(Stored data entries)
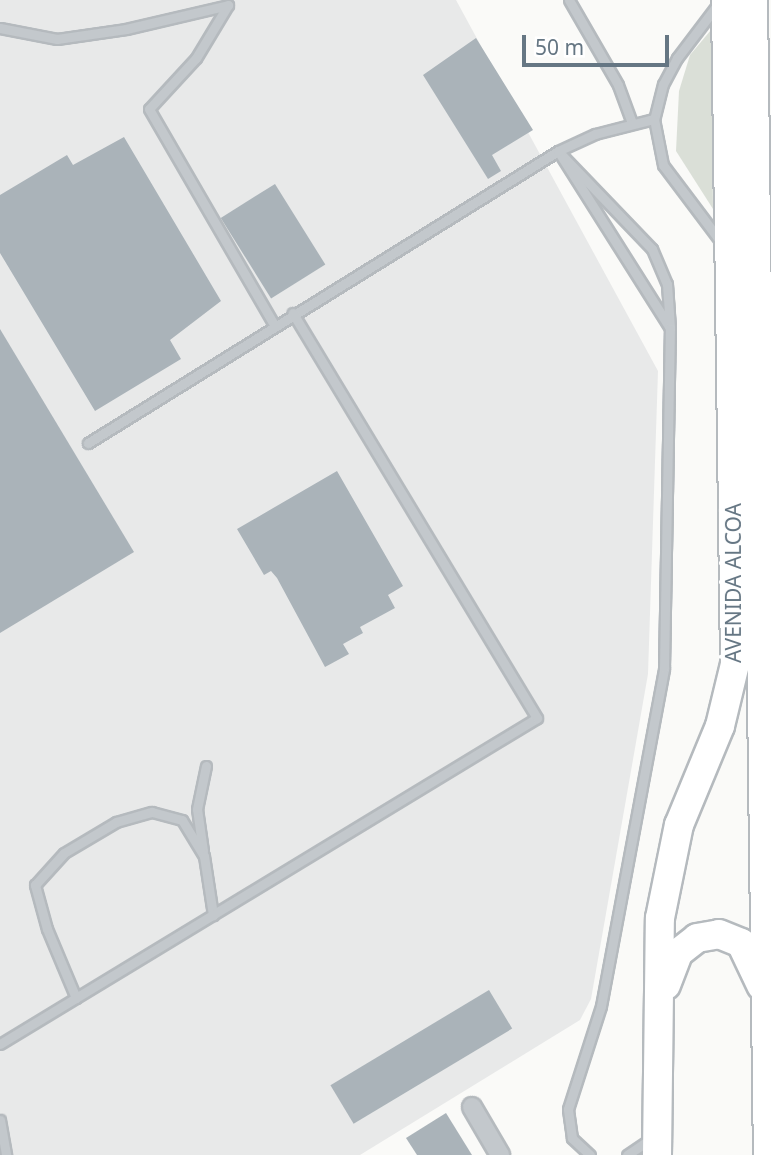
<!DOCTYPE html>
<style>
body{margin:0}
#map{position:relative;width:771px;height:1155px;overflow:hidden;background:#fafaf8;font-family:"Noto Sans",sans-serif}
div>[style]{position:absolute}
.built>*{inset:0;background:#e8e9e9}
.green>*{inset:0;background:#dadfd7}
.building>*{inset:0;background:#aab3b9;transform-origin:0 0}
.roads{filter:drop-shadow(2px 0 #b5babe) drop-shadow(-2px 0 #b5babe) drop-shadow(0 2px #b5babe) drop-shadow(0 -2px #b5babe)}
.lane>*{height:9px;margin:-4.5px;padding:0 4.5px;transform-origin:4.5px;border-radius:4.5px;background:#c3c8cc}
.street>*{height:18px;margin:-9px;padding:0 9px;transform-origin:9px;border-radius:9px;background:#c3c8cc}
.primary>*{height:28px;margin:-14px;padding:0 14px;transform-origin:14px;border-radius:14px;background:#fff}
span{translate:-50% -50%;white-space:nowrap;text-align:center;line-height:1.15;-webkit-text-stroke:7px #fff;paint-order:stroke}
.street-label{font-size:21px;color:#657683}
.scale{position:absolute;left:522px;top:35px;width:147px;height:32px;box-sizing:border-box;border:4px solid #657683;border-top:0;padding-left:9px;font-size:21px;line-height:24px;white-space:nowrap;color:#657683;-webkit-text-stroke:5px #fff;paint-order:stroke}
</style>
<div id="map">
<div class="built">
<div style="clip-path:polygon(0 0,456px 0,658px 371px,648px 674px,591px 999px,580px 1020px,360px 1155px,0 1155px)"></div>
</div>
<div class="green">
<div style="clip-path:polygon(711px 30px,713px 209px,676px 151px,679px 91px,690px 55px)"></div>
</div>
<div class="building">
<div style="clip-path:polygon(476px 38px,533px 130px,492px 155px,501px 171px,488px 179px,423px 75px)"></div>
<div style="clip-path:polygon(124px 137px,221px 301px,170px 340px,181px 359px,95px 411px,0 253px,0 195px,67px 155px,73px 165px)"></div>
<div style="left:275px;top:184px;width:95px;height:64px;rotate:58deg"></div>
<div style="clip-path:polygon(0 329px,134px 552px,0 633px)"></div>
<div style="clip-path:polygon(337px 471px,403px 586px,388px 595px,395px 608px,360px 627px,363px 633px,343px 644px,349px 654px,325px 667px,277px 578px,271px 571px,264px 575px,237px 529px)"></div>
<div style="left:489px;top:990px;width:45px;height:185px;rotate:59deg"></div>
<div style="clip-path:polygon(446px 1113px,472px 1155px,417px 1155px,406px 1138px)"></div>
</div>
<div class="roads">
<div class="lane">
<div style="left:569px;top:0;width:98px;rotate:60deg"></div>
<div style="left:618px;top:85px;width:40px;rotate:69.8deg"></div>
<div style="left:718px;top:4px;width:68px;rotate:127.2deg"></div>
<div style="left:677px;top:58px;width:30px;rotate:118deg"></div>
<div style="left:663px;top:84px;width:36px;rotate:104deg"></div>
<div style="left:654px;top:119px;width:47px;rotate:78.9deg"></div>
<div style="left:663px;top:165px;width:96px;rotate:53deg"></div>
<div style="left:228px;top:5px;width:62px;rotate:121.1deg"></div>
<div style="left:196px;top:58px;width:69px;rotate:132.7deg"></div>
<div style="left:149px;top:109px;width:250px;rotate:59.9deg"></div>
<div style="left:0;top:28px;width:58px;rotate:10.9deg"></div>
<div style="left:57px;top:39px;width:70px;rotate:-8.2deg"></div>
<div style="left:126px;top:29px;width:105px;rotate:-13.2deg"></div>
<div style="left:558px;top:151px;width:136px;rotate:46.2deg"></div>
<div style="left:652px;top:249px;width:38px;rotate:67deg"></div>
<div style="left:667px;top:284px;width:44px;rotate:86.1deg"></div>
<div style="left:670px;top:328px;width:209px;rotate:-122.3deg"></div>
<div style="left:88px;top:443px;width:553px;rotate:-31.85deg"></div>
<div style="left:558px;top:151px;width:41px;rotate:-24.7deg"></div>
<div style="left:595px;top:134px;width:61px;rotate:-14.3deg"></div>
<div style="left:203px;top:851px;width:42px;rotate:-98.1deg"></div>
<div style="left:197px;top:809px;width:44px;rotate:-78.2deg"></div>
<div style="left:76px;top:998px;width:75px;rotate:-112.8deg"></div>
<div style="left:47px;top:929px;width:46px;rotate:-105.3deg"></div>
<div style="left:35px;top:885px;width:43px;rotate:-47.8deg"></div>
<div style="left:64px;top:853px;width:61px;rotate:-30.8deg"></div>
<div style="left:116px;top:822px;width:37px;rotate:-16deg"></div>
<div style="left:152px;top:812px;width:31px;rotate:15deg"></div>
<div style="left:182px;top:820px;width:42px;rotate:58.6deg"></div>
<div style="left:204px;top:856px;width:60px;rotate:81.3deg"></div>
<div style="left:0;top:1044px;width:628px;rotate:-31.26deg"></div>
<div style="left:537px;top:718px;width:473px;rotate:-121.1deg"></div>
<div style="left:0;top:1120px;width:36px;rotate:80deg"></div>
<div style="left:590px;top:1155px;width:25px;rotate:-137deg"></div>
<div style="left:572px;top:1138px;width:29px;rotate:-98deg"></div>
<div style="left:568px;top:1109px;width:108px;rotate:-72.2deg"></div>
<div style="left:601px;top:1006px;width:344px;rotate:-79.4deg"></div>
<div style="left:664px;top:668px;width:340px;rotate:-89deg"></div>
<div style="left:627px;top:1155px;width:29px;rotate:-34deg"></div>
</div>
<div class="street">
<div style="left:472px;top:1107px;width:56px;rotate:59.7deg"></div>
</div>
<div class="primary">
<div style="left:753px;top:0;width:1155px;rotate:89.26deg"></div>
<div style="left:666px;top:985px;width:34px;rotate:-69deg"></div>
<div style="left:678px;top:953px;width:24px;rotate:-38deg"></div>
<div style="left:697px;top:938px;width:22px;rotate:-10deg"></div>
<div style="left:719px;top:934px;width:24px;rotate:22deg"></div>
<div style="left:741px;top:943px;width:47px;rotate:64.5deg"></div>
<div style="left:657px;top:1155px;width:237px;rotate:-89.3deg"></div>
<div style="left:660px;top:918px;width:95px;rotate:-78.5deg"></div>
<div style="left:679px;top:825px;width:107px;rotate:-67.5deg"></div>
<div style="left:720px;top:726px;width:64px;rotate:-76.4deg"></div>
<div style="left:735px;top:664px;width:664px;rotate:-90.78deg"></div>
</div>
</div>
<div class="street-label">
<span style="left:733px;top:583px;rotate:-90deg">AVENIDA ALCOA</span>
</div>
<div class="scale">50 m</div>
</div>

Work order
From the first line of the records through the line containing "0 #b5babe) drop-shadow(-2px", please output exactly those lines and nothing more, leaving out the pictures.

Final answer
<!DOCTYPE html>
<style>
body{margin:0}
#map{position:relative;width:771px;height:1155px;overflow:hidden;background:#fafaf8;font-family:"Noto Sans",sans-serif}
div>[style]{position:absolute}
.built>*{inset:0;background:#e8e9e9}
.green>*{inset:0;background:#dadfd7}
.building>*{inset:0;background:#aab3b9;transform-origin:0 0}
.roads{filter:drop-shadow(2px 0 #b5babe) drop-shadow(-2px 0 #b5babe) drop-shadow(0 2px #b5babe) drop-shadow(0 -2px #b5babe)}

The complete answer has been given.